Interview with Editor in Chief Joel Martens
by Joe Siegel
Geographic coverage area: The larger Southern California area with three separate magazines that speak to each of the following regions: San Diego County, Orange & Los Angeles Counties, and the Greater Palm Springs region
Year founded: 2007; currently the longest-serving LGBTQ publication in Southern California
Staff size and breakdown: (writers, editors): Publisher/OwnerJay Jones, Editor in Chief Joel Martens, Creative Director Cesar Reyes, Associate Publisher Brad Hart, Copy Editor Bill Biss, Intern Korie Houston
Key demographics: Readership consists of those living in, or visiting, the metropolitan areas of San Diego, Orange, Los Angeles and Riverside Counties; over 320 distribution points throughout the region, with a monthly readership that now exceeds 60,000 in print alone; online presence via website reaches an average 48,000 unique visitors per month, with 20 percent of that group paging through the full online version of the magazine as well (9,600 average per month); target market includes educated, affluent professionals between the ages of 21 to 65 (66 percent of readers are between 25-65 and 55 percent between 35 and 54)

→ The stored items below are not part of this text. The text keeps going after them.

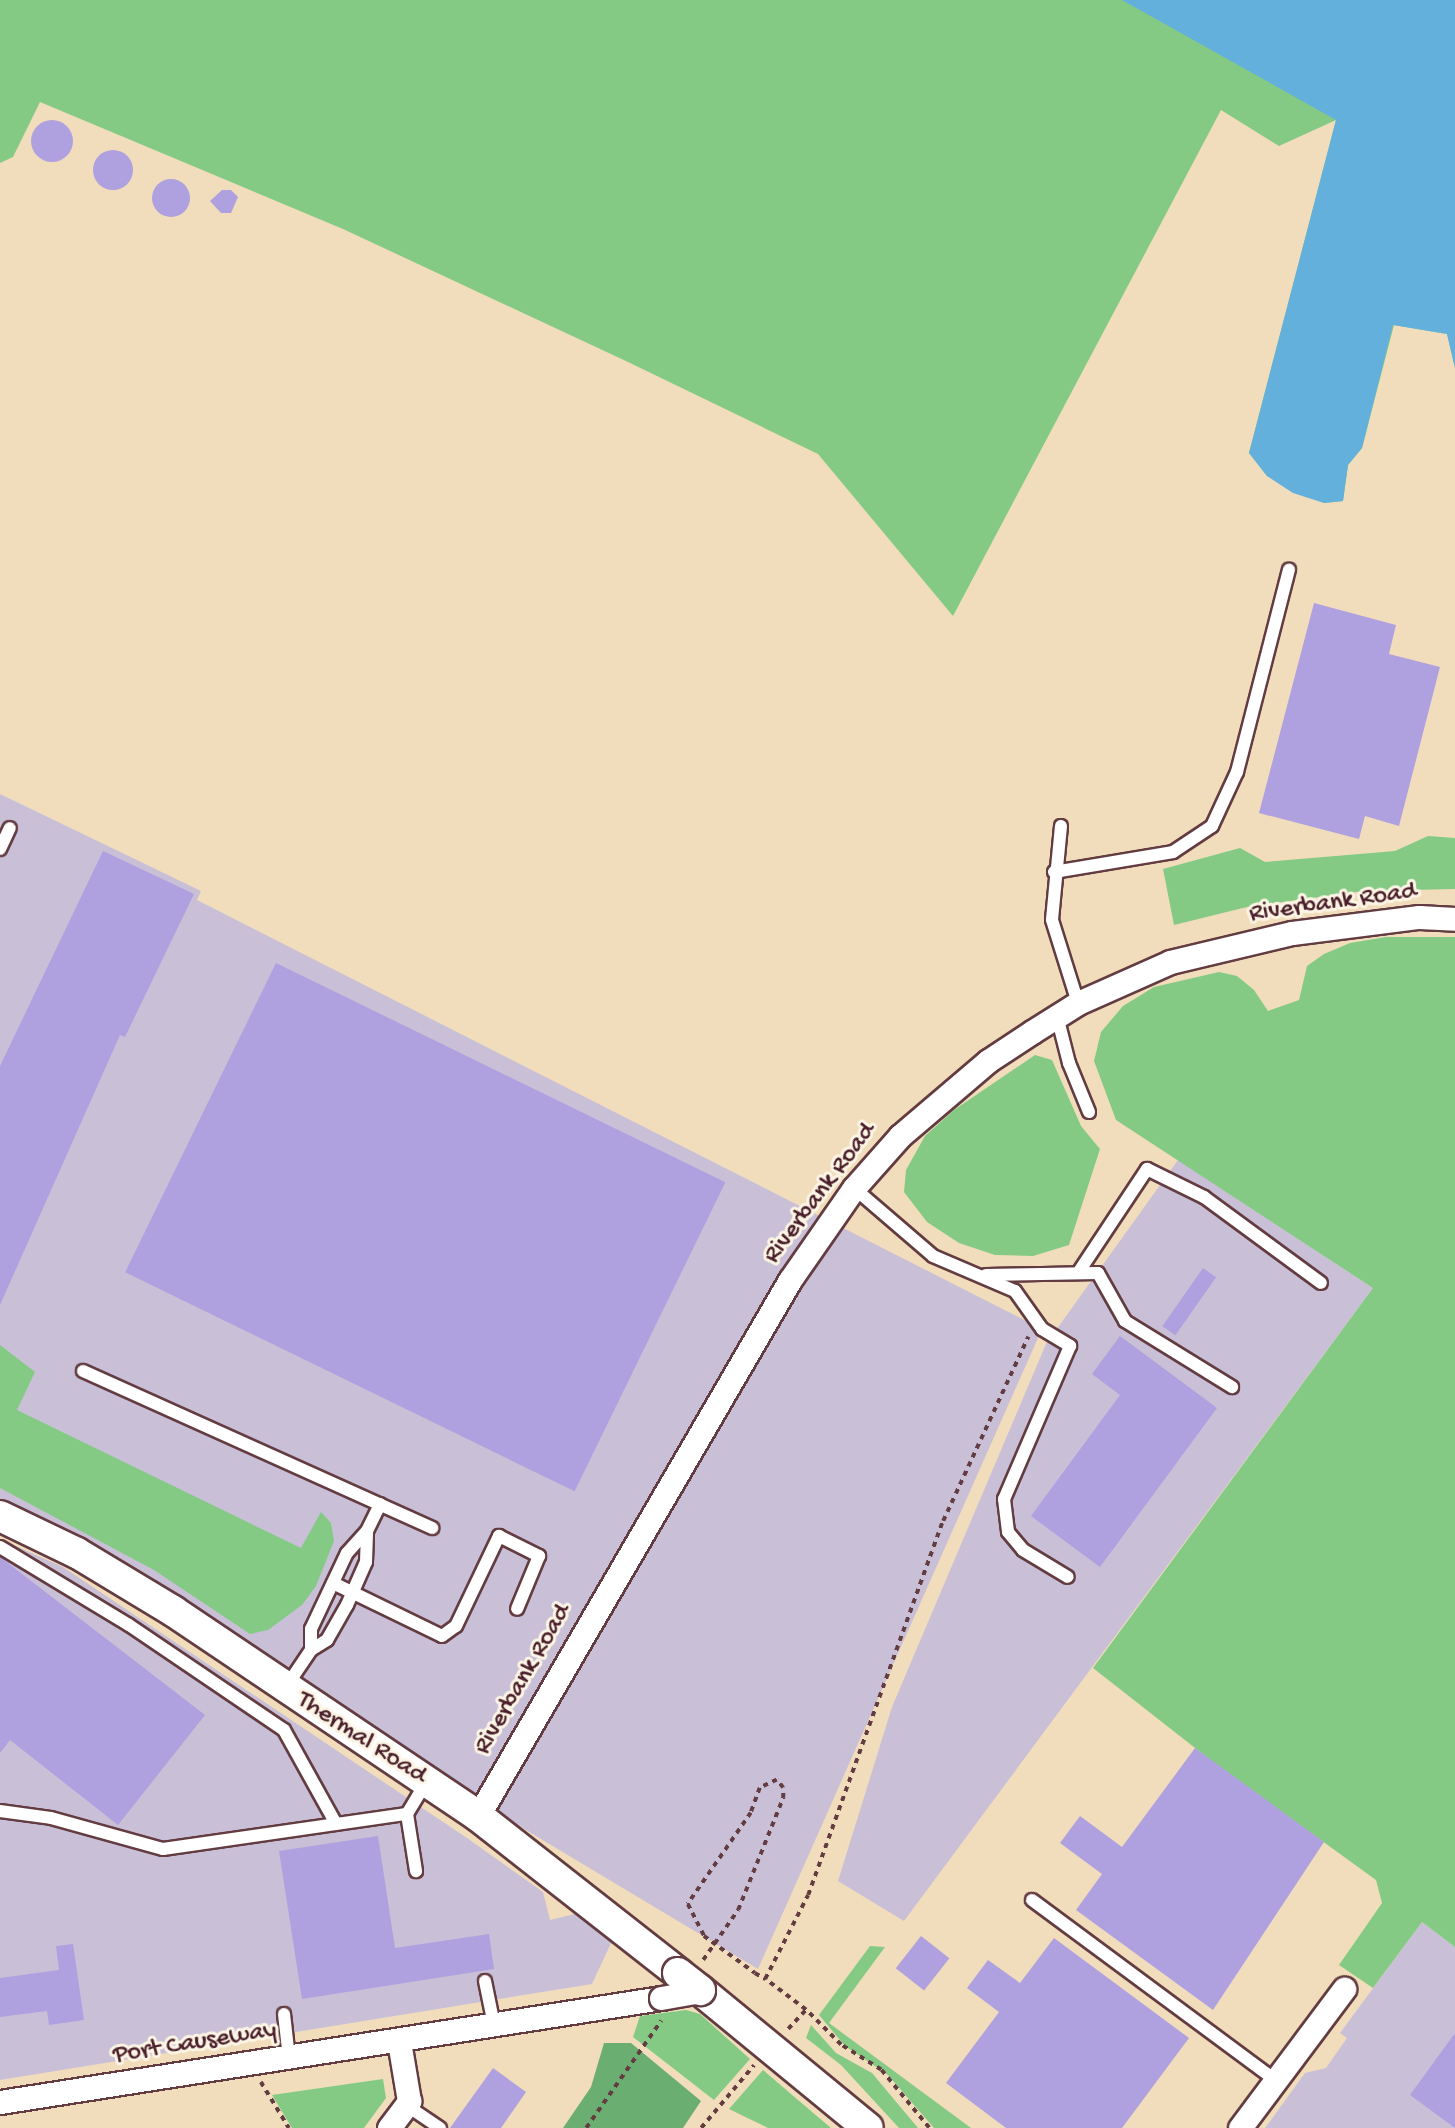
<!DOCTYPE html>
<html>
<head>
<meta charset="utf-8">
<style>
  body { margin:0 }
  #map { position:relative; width:1455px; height:2128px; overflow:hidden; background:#f1ddbc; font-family:"Gochi Hand",sans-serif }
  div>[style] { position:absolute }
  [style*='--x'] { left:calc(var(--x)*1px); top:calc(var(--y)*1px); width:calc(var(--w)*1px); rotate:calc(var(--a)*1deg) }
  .industrial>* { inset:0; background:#c9bfd7 }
  .green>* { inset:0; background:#84ca85 }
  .forest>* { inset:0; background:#6bae72 }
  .water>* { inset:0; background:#63b0dc }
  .building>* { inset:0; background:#afa0df; transform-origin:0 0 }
  .round { border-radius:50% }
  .path>* { height:3.5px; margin-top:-1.75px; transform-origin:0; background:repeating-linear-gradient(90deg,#633c41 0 5px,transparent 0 10px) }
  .roads { filter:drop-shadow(2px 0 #633c41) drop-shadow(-2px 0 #633c41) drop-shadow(0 2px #633c41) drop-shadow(0 -2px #633c41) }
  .service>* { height:12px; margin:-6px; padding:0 6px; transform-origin:6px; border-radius:6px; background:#fff }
  .minor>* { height:23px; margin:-11.5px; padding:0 11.5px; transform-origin:11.5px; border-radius:11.5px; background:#fff }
  .tertiary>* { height:30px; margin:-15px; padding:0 15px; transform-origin:15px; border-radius:15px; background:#fff }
  .path-bridge>* { height:3.5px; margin-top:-1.75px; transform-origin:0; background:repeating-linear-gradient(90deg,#633c41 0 5px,transparent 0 10px) }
  .bridges { filter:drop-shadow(2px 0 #633c41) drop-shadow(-2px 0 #633c41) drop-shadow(0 2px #633c41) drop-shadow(0 -2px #633c41) }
  .minor-bridge>* { height:23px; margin:-11.5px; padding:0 11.5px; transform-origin:11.5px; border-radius:11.5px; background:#fff }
  .tertiary-bridge>* { height:30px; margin:-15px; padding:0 15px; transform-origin:15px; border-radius:15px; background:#fff }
  span { translate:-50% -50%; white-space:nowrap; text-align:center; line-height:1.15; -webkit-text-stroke:6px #fcf5e5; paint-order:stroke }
  .street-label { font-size:26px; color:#4a1f2b }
</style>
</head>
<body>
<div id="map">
  <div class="industrial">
    <i style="clip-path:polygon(0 794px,201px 891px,197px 900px,1042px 1329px,758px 1969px,0 1515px)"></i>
    <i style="clip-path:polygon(1178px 1160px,1373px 1288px,904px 1921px,838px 1881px,892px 1707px,1046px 1344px)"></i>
    <i style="clip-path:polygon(0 1539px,63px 1567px,467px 1838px,543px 1892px,550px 1920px,575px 1914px,612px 1941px,592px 1984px,0 2080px)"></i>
    <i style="clip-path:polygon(1422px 1922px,1455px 1947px,1455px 2128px,1265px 2128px,1305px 2073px,1326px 2068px,1347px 2038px,1340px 2033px)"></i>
  </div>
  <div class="green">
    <i style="clip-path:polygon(0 0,1368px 0,1436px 49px,1455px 368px,1447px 334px,1394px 325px,1362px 448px,1348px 465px,1343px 501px,1324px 503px,1267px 476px,1249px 453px,1336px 120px,1279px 146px,1221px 110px,953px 616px,818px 454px,628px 362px,343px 229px,40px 102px,13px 157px,0 163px)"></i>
    <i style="clip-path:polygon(1428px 836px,1455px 838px,1455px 889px,1364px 891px,1247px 907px,1174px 925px,1163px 869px,1240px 848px,1265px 862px,1395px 851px)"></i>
    <i style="clip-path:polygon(1386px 937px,1455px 937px,1455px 1947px,1422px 1922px,1373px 1988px,1339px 1965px,1382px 1903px,1376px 1880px,1213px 1762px,1093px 1668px,1373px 1288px,1116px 1120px,1094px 1061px,1101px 1032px,1123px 1006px,1154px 987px,1219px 972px,1237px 976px,1254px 990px,1268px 1011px,1299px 1000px,1307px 966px,1324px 954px,1350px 943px)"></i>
    <i style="clip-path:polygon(1035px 1055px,1052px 1060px,1081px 1126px,1100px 1149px,1069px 1245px,1033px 1256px,995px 1255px,959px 1243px,927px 1222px,904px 1192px,906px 1170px,925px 1136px,954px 1110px)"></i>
    <i style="clip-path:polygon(0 1345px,35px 1372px,17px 1410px,301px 1548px,321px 1512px,331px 1523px,334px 1541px,316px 1586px,302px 1605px,268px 1630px,250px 1634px,154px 1570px,0 1488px)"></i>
    <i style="clip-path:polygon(870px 1946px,885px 1947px,829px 2023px,971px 2128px,934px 2128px,888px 2075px,845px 2046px,819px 2015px)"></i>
    <i style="clip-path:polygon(686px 2010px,700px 2014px,750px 2059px,714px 2100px,633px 2037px,640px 2016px)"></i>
    <i style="clip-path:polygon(811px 2025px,836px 2053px,872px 2073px,918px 2128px,899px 2128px,841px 2065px,806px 2038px)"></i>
    <i style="clip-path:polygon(763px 2070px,798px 2100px,831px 2128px,768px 2128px,729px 2109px)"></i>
    <i style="clip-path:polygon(383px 2079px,386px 2098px,364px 2128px,292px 2128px,272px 2095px)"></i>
  </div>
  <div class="forest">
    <i style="clip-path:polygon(604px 2043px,631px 2043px,701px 2101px,683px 2128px,563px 2128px,591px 2087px)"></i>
  </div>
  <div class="water">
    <i style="clip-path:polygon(1122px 0,1455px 0,1455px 368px,1447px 334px,1393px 325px,1362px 448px,1348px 465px,1343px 501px,1324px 503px,1293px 493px,1267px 476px,1249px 453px,1336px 120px)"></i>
  </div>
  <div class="building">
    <i class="round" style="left:31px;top:120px;width:42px;height:42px"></i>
    <i class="round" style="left:93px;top:150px;width:40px;height:40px"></i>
    <i class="round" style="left:152px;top:179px;width:38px;height:38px"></i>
    <i style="clip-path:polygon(222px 190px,231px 190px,238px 197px,231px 213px,221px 213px,210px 201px)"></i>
    <i style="clip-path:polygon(1314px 603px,1396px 625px,1389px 654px,1440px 667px,1399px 826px,1365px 816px,1359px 839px,1259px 813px)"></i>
    <i style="clip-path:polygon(103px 851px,194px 894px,125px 1037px,120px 1035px,0 1305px,0 1066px)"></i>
    <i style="left:276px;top:963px;width:500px;height:344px;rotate:26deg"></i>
    <i style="left:1203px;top:1268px;width:16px;height:71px;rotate:35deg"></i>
    <i style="clip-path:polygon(1120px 1336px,1217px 1408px,1100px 1567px,1031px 1516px,1120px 1395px,1092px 1374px)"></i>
    <i style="clip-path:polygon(0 1557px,205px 1715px,118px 1825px,10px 1740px,0 1753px)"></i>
    <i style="clip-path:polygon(1195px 1748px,1324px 1842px,1213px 2010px,1076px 1910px,1102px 1874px,1060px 1843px,1080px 1816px,1122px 1847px)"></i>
    <i style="clip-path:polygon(378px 1836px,395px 1948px,489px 1934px,494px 1969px,302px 1999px,279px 1851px)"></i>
    <i style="left:921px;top:1936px;width:36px;height:41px;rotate:38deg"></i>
    <i style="clip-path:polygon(1054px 1938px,1189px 2038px,1122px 2128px,1006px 2128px,946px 2083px,999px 2012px,967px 1988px,988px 1960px,1020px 1983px)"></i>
    <i style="clip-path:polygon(73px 1944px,84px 2020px,49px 2025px,47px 2011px,0 2017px,0 1978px,59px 1970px,56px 1946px)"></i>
    <i style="clip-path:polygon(1455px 2033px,1455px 2128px,1410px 2095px)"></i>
    <i style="clip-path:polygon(493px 2068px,526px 2092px,501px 2128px,450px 2128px)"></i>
  </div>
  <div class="path">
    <i style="--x:703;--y:1960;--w:61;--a:-55"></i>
    <i style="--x:738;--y:1910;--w:121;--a:-68.1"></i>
    <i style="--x:783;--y:1798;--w:10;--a:-90"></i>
    <i style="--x:783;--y:1788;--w:10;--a:-127"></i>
    <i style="--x:777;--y:1780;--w:19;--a:155"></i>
    <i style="--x:760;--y:1788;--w:27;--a:110"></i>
    <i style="--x:751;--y:1813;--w:111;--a:124.7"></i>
    <i style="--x:688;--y:1904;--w:36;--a:63"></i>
    <i style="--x:755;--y:1973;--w:12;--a:31"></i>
    <i style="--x:788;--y:2029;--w:26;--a:-47"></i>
    <i style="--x:261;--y:2082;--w:54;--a:58.7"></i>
    <i style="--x:586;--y:2128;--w:131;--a:-55"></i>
    <i style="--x:701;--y:2128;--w:82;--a:-49.9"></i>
    <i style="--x:929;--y:2128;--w:75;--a:-129.6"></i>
    <i style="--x:881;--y:2070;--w:47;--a:-148"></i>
    <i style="--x:841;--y:2045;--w:49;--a:-135"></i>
    <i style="--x:806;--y:2010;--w:51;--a:-142.9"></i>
    <i style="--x:765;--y:1979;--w:94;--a:-62.9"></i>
    <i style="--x:808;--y:1895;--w:398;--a:-70.2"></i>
    <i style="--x:943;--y:1521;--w:203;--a:-65.2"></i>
  </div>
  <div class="roads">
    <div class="service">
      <i style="--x:1061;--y:826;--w:94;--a:95.5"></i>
      <i style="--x:1052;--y:920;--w:87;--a:72.6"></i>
      <i style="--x:0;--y:849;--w:23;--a:-65"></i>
      <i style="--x:1054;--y:872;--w:121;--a:-9.5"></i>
      <i style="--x:1173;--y:852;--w:47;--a:-33.7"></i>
      <i style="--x:1212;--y:826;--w:60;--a:-65.2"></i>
      <i style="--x:1237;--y:772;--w:209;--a:-75.6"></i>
      <i style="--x:1057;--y:1016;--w:49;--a:75.7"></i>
      <i style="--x:1069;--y:1063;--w:53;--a:67.8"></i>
      <i style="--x:854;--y:1188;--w:104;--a:40.7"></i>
      <i style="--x:933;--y:1256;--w:89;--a:23.1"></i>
      <i style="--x:1015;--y:1291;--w:47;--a:54.6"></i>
      <i style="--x:1042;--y:1329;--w:33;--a:31"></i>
      <i style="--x:1070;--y:1346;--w:167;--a:113.3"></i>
      <i style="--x:1004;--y:1499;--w:33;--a:83"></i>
      <i style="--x:1008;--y:1532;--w:23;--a:50"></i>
      <i style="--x:1023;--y:1550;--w:52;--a:31"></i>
      <i style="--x:1078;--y:1273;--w:125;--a:-56.4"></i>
      <i style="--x:1147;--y:1169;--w:64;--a:26.2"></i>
      <i style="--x:1204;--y:1197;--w:145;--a:36.3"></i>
      <i style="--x:986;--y:1275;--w:112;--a:-1"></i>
      <i style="--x:1098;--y:1273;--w:55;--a:60.6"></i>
      <i style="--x:1125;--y:1321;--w:126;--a:31.7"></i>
      <i style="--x:83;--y:1371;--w:383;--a:24.2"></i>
      <i style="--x:0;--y:1547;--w:151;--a:31.2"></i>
      <i style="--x:129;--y:1625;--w:187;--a:34.1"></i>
      <i style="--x:284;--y:1730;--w:107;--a:61"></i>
      <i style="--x:333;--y:1583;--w:121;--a:25.9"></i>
      <i style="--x:442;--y:1636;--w:17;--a:-36"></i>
      <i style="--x:456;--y:1626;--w:100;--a:-64.5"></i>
      <i style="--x:499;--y:1536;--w:45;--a:26.6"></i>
      <i style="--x:539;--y:1556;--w:57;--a:112.5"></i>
      <i style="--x:311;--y:1650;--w:21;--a:-90"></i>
      <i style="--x:311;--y:1629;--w:84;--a:-64.7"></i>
      <i style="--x:347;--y:1553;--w:30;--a:-48"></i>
      <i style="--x:367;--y:1531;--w:30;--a:-64"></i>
      <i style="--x:286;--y:1687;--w:45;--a:-56"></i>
      <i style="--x:311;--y:1650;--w:19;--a:-32"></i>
      <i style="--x:327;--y:1640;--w:40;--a:-60.3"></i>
      <i style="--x:347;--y:1605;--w:47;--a:-66.2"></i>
      <i style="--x:366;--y:1562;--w:31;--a:-88"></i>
      <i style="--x:0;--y:1811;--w:51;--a:7.8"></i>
      <i style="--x:51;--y:1818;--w:116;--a:15.5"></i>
      <i style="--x:163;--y:1849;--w:246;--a:-8.2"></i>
      <i style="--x:407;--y:1814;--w:37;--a:-59"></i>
      <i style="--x:407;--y:1814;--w:58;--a:81"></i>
      <i style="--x:1032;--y:1900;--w:302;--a:36.5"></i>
      <i style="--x:485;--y:1981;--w:45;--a:78.4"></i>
      <i style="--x:284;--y:2014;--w:44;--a:83.5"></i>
      <i style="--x:406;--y:2105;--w:41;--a:34.1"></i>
    </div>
    <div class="minor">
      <i style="--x:478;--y:1816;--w:620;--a:-59.8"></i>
      <i style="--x:790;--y:1280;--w:112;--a:-55.2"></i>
      <i style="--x:854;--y:1188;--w:69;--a:-48.5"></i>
      <i style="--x:900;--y:1136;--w:116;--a:-40.4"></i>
      <i style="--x:988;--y:1061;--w:53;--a:-33.4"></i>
      <i style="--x:1032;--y:1032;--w:54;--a:-32.2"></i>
      <i style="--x:1078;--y:1003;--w:101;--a:-24"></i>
      <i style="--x:1170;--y:962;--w:125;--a:-13.4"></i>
      <i style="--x:1292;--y:933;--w:128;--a:-7.2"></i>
      <i style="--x:1419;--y:917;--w:36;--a:3"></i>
      <i style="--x:0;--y:2102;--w:669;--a:-8.94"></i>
      <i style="--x:389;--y:2128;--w:34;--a:-53"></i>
      <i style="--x:409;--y:2101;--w:61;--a:-99.5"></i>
      <i style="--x:1240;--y:2128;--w:174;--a:-53.2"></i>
    </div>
    <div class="tertiary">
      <i style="--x:0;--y:1516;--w:85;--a:25.7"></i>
      <i style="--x:77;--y:1553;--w:112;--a:31.1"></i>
      <i style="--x:173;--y:1611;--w:367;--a:33.9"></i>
      <i style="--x:478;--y:1816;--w:254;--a:38.1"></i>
      <i style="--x:700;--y:1990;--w:217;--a:39.4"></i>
    </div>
  </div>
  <div class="path-bridge">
    <i style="--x:704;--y:1936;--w:63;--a:36"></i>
  </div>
  <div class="bridges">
    <div class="minor-bridge">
      <i style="--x:661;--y:1998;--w:36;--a:-10"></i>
    </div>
    <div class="tertiary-bridge">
      <i style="--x:678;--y:1973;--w:28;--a:38"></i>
    </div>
  </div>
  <div class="street-label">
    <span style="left:1333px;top:904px;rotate:-8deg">Riverbank Road</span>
    <span style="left:821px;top:1194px;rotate:-53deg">Riverbank Road</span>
    <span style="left:524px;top:1680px;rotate:-60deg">Riverbank Road</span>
    <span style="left:361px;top:1739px;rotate:33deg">Thermal Road</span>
    <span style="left:195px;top:2044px;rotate:-9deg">Port Causeway</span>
  </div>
</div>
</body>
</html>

PPQ: What feature or features of The Rage Monthly have been the most popular with readers?
Editor in Chief Joel Martens: That’s a hard thing to pin down over the course of 11 years. Our profiles of LGBTQ community movers and shakers in the SoCal region are always a popular read. After that, probably our high-profile interviews with people such as Adam Rippon, Meryl Streep, Lea Delaria, Wanda Sykes, Dustin Lance Black, Lady Gaga, George Takei, Colin Firth, Amistead Maupin and Shirley MacLaine, to name just a few.
PPQ: Who came up with the name and what is the inspiration for it?
Martens: Jay Jones, the publisher, came up with the name:
R – Real
A – Art
G – Gay
E – Entertainment
PPQ: What challenge has The Rage Monthly had to overcome since its inception?
Martens: Keeping up with the changing demographics of our audience and how they acquire information. The advent of online media has radically changed how data is picked up and the length of attention readers have for said information. It’s interesting to note though that in recent years, there has definitely been a return in the popularity of print media. This is especially true for the arts and community stories we do.
PPQ: What challenge or challenges is The Rage Monthly facing now?
Martens: Along with the changes to how information is acquired came a change in how advertisers reach out to those who they wish to connect with. The push to internet/online advertising was and continues to be a challenge, but as with readership, we have definitely seen a return to the popularity of print advertising in recent years.
PPQ: What one change would you like to make?
Martens: We just introduced our third edition in Palm Springs; growing that market is our best and biggest goal for 2019. An ongoing, continuous goal is to always increase our reach, representing and giving voice to the entirety of the broader LGBTQ community.
PPQ: What has been the biggest news story or stories The Rage Monthly has covered?
|Joel Martens of The Rage Monthly
Martens: Again, there are so many to choose from. Probably the current political climate and its effects on the LGBTQ community. We did a story in which we posed the exact same questions to the CEOs from the five major LGBTQ centers in SoCal: Los Angeles LGBT Center CEO Lorri L. Jean, Executive Director for the LGBT Center of Long Beach Porter Gilberg, Executive Director for San Diego’s LGBT Community Center Dr. Delores Jacobs, Executive Director for the North County LGBTQ Resource Center Max Disposti, and The LGBT Community Center of the Desert CEO Mike Thompson.
PPQ: On the Kinsey Scale of 0-6 [exclusively straight to totally gay], how gay is your publication?
Martens: 6 – We are totally gay!
PPQ: Do you see yourselves as “activist journalists”? If so, in what way?
Martens: Absolutely. Giving voice to the LGBTQ community is our raison d’etre and our method is to do so by illustrating the community’s many successes. When you consider the massive challenges and great changes that have occurred over the course of the last 10 to 15 years: marriage equality, the defeat of Don’t Ask, Don’t Tell and the increased overall exposure the LGBTQ community has experienced socially, it’s pretty remarkable, especially in the face of the challenges being launched by the current administration.
PPQ: What’s the most surprising feedback you’ve received from a reader?
Martens: That we aren’t “gay” enough. My personal favorite is that our covers are too “sexy.” Admittedly, we show skin from the torso up, but we are very selective about how much is revealed.
PPQ: What advice would you give to anyone who may want to launch their own GLBT publication?
Martens: Be prepared to work hard! Reach out, build connections, know your market intimately and participate in it. Never take for granted how important integrity is. And fact check diligently.